For quite some time in 1773, William Hawxhurst “In NEW-YORK” advertised widely, seeking customers for the “Best ANCHORS, Made of Sterling Iron,” among mariners in several colonies. Consider the notice that appeared in the Providence Gazette on Saturday, July 24. During the previous week, the same advertisement ran in the Newport Mercury on Monday, July 19, the Connecticut Courant (published in Hartford) on Tuesday, July 20, and the Connecticut Journal and New-Haven Post-Boy and the New-London Gazette on Friday, July 23. Curiously, Hawxhurst did not place notices in any of the newspapers published in New York. Perhaps he relied on personal connections and the visibility of the anchors “in a Yard between [Burling’s] Slip and Byvank’s Store, on the Dock,” to market them to prospective customers in that busy port. The publications he did choose for his advertisements represented every newspaper in Connecticut and every newspaper in Rhode Island, suggesting that he carefully crafted a regional marketing campaign.

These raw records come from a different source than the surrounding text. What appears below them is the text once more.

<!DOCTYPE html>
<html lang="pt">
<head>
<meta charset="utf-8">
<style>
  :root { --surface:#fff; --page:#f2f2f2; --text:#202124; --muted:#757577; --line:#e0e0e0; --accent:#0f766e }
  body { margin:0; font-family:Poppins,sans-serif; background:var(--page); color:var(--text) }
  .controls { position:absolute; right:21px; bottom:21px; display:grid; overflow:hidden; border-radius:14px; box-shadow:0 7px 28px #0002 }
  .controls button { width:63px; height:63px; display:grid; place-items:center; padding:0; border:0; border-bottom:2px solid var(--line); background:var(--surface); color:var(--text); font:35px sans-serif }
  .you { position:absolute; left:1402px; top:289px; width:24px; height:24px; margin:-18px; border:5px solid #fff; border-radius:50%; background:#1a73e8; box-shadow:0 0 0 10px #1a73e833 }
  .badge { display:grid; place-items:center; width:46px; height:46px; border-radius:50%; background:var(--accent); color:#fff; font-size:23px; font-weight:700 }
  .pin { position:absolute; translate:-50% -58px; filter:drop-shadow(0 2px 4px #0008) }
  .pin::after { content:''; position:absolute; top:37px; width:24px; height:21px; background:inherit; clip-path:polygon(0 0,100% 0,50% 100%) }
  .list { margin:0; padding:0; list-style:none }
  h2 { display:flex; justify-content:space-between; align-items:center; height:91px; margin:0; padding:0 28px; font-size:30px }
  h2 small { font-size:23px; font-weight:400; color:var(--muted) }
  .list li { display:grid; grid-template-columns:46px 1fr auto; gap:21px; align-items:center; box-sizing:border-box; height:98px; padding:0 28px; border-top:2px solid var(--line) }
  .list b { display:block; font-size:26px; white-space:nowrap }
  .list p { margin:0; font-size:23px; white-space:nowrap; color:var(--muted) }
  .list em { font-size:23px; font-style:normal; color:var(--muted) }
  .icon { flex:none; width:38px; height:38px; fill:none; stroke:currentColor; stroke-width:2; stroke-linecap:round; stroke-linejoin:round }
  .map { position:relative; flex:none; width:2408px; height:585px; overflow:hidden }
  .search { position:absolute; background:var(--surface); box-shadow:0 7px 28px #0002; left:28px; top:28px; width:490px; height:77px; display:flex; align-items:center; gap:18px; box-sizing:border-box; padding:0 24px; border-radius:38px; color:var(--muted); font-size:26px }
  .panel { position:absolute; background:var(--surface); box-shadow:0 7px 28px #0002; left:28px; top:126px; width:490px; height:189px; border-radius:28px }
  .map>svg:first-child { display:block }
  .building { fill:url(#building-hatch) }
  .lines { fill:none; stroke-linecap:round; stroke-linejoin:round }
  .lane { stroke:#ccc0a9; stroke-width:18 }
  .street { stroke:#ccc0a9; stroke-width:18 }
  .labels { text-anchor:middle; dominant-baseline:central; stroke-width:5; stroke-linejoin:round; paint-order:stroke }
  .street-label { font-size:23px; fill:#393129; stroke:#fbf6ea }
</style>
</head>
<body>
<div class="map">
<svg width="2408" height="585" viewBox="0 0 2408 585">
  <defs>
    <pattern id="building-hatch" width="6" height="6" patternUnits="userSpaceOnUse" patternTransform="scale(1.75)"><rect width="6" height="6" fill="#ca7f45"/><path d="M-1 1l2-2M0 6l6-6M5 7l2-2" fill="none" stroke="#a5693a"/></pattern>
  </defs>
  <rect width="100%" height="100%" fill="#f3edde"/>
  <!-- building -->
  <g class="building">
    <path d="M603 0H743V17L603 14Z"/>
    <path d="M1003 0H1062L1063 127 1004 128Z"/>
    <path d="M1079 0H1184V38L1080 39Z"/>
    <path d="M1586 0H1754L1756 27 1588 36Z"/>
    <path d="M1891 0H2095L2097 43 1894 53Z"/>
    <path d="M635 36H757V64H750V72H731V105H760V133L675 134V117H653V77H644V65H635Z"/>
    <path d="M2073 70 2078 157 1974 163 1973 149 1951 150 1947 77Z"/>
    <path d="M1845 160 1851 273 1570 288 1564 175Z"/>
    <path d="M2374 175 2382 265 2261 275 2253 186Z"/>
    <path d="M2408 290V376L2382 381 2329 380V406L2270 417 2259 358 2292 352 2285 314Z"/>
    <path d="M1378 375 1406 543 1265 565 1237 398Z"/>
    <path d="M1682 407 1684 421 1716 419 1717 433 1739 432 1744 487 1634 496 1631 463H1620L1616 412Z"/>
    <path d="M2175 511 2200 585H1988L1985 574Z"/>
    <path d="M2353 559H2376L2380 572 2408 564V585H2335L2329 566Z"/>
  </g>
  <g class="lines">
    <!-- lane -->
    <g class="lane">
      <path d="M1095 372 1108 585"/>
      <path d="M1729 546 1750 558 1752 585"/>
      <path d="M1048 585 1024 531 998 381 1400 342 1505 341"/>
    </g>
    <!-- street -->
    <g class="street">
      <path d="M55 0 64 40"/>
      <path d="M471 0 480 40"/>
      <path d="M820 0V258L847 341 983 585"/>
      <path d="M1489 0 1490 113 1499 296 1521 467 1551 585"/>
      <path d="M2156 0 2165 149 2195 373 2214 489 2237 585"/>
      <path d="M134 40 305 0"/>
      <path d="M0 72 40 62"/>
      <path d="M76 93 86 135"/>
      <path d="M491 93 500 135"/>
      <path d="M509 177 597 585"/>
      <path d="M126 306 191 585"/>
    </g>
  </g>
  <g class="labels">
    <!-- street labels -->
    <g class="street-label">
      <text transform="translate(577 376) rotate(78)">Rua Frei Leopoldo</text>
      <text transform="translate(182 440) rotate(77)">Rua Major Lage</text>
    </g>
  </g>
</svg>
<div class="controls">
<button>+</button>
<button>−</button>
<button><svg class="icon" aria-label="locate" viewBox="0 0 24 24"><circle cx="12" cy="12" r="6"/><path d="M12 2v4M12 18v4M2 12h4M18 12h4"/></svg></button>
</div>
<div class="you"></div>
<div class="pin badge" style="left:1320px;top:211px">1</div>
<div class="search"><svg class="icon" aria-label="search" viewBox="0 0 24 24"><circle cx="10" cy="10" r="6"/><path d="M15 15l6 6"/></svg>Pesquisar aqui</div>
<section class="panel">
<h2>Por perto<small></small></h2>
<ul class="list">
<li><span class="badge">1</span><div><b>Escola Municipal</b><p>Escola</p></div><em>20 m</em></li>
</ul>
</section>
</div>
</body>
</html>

In addition to the anchors, Hawxhurst advertised other goods. Several years earlier, he “erected a Finer and great hammer, for refining the Sterling pig iron, into bar” in New York. He continued to produce and sell “the best Sterling-refined Iron, warranted good” and “Pig-Iron of the Sterling new Mine, cast in Cinder, warranted good” as well as “Scythe [Iron]” and “Keen’s best Bloomery Iron.” Hawxhurst also made clear that he was willing to barter, accepting several commodities, including “pickled Cod Fish, Mackarel, Liver-Oil, and New-England Tobacco,” in exchange for anchors and iron. That list of commodities certainly reflected what mariners operating from ports in Connecticut and Rhode Island could offer as payment. While he had the attention of readers of several newspapers, Hawxhurst also announced that he sought to hire a “Person well qualified to manufacture Steel from Pig Iron, in the German Way.” Like many advertisements that appeared in early American newspapers, this one served multiple objectives that defied classification for a single purpose. It ranged widely in terms of both distribution and the results that the advertiser wished to achieve.